Chapter 2: How did Trump's personal experiences shape his political views?
I'm your host, Tim Miller. Delighted to welcome to the show the author of Unpopular Front on Substack. He wrote the book When the Clock Broke, Con Men, Conspiracists, and How America Cracked Up in the Early 1990s about the, you know, David Duke and the right-wing media ecosystem. We're going to talk about that. He hosts a film podcast, Unclear and Present Danger with Jamel Bowie. It's John Gans.
How you doing, man?
Good. How are you, Tim?
Well, I kind of feel like I'm in college again because I was up vomiting all night and I had to meet with T.A. this morning to discuss some reading. Oh, God. And, you know, we're going to do a little René Girard. So it's we'll be OK. It wasn't the fun kind of vomiting, though.
Chapter 3: What role does populism play in Trump's coalition?
So you got to carry me. You got to carry me. Is that all right?
Okay, I will do my best. I will do my best. I was not vomiting so far as I can remember.
Not the best evening. I just want to start with people who aren't familiar with your sub stack, which is great. Give us a little baseline for your politics. JVL on our internal Slack was calling you one of the good socialists. I don't know if you accept that moniker. Sure. But why don't you give people a little... Which the good part or the socialist part? Either. Yeah.
Chapter 4: How does Trump's administration differ from traditional politics?
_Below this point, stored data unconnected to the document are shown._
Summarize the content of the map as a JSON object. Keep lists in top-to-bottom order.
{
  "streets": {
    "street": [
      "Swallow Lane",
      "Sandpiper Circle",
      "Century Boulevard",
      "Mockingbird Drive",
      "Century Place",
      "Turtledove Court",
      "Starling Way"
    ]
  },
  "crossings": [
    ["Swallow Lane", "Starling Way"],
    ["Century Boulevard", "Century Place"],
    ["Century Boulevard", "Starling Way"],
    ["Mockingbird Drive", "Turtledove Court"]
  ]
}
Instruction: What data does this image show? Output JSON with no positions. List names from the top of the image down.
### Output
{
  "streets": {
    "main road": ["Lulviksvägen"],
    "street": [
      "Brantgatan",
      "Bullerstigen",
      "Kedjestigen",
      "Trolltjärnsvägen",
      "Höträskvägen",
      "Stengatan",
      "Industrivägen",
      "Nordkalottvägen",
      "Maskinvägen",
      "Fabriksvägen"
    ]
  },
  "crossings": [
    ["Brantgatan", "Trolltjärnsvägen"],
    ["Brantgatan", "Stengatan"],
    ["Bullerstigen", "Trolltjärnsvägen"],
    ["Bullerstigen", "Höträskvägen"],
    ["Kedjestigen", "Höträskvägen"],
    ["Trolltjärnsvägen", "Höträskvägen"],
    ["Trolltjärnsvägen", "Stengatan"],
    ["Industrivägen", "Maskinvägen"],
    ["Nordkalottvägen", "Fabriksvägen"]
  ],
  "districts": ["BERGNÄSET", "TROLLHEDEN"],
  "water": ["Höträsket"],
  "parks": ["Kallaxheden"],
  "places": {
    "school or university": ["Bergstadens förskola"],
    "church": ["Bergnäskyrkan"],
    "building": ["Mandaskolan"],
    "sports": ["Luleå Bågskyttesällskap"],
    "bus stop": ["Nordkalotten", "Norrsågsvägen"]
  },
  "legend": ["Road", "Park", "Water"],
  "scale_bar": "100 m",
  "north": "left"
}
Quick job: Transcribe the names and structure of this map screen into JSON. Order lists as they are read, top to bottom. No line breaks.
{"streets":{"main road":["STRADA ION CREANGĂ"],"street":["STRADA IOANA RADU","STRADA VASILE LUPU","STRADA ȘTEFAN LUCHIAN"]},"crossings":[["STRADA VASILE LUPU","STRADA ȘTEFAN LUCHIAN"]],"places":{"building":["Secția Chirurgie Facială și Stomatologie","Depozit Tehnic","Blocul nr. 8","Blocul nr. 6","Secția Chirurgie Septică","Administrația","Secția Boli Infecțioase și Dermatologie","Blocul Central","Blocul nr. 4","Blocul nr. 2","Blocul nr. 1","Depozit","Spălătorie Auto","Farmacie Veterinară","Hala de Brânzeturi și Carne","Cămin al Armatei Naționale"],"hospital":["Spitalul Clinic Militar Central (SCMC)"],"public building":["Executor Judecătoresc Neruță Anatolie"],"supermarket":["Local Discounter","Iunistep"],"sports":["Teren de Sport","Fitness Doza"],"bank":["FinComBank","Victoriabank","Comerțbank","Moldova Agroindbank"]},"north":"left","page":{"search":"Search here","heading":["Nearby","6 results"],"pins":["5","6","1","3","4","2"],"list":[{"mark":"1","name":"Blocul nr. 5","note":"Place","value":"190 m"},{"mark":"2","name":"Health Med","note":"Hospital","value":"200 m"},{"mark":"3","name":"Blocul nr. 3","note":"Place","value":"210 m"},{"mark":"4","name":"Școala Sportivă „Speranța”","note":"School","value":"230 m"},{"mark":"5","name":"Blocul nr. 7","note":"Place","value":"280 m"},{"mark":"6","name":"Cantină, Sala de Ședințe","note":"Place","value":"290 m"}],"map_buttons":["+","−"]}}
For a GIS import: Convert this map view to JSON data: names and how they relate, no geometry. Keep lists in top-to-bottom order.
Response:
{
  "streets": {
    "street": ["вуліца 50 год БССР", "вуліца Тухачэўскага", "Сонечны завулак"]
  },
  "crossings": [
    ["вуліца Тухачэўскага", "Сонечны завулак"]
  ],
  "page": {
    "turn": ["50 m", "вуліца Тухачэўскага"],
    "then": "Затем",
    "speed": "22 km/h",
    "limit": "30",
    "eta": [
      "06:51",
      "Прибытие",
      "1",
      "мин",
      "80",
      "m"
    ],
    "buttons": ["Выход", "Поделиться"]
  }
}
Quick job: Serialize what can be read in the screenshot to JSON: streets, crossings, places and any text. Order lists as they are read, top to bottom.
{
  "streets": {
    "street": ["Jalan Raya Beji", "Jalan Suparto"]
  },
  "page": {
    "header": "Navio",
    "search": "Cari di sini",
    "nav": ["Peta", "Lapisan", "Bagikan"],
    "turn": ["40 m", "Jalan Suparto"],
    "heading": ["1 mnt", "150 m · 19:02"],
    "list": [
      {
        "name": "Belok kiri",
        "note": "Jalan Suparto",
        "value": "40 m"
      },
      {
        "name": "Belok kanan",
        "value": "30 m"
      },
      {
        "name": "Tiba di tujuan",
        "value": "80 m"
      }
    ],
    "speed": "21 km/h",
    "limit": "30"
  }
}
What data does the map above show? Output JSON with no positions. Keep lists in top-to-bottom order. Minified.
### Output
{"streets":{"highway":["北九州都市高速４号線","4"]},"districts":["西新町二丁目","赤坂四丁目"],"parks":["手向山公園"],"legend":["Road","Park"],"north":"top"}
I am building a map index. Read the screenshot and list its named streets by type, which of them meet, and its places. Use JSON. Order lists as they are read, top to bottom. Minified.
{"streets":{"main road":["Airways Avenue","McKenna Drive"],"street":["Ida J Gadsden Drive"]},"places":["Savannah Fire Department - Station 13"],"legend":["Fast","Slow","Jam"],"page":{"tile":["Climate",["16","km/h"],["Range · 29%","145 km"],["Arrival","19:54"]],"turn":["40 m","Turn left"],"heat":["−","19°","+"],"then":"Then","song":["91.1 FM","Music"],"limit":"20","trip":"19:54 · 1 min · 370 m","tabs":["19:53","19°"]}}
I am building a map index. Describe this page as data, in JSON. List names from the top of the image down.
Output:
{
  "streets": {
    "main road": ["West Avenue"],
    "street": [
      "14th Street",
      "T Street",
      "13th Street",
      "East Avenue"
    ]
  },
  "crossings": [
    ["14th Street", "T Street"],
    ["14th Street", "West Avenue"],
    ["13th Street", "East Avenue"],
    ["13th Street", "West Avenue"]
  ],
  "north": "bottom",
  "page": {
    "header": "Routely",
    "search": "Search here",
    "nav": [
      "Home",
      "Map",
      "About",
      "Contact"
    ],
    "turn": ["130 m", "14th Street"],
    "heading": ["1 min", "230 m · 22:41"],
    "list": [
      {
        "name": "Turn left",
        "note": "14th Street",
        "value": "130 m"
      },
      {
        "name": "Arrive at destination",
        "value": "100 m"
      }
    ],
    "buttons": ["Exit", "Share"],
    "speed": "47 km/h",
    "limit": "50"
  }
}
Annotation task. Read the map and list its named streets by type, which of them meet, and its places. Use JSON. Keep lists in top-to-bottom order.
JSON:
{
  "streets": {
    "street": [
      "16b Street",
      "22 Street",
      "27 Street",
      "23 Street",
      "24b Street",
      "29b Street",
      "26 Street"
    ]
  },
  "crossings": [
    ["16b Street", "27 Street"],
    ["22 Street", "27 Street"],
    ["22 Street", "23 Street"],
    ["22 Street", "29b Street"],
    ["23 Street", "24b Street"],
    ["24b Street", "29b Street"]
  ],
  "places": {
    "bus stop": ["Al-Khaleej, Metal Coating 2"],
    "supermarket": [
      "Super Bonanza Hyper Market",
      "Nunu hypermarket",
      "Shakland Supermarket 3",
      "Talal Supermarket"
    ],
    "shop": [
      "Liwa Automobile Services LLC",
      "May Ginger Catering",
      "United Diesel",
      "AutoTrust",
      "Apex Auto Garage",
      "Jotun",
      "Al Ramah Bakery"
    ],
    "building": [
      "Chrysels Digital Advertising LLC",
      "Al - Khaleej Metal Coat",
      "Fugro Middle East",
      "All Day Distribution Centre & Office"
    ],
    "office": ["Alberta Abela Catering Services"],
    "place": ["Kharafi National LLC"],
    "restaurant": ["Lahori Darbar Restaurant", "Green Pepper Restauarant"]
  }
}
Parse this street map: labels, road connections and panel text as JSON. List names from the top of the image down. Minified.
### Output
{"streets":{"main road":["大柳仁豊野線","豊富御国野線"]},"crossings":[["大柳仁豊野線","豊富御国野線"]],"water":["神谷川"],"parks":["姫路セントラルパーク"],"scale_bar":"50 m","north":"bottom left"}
Yeah, I guess you could say I'm a social democrat. I would say that's how I would identify. Hmm. That's the tradition I feel closest to. Like David Brooks. Yeah, like David Brooks used to be. I hope I don't have the same trajectory. I think I'm too old for that now already. But, you know, that's part of the socialist tradition. It's one part of the socialist tradition historically.
And, you know, it comes with a commitment both to, you know, an economy that tries to work for everyone and also – a commitment usually to liberal democracy and, you know, a robust, free society.
Okay, so, you know, give me a, if John Gans was in Congress, who would your doppelganger be?
I mean, I very, very rarely disagree with anything Bernie Sanders says, I got to tell you. And, and, you know, we're, we're very temperamentally similar.
Chapter 5: What are the implications of Trump's foreign policy decisions?
I think, uh, I know I, you know, Elizabeth Warren is someone also I have a lot of admiration for, uh, AOC, you know, I was very excited about her rise and, and, you know, and I support Zara Mamdani. So, you know, these are my politics basically.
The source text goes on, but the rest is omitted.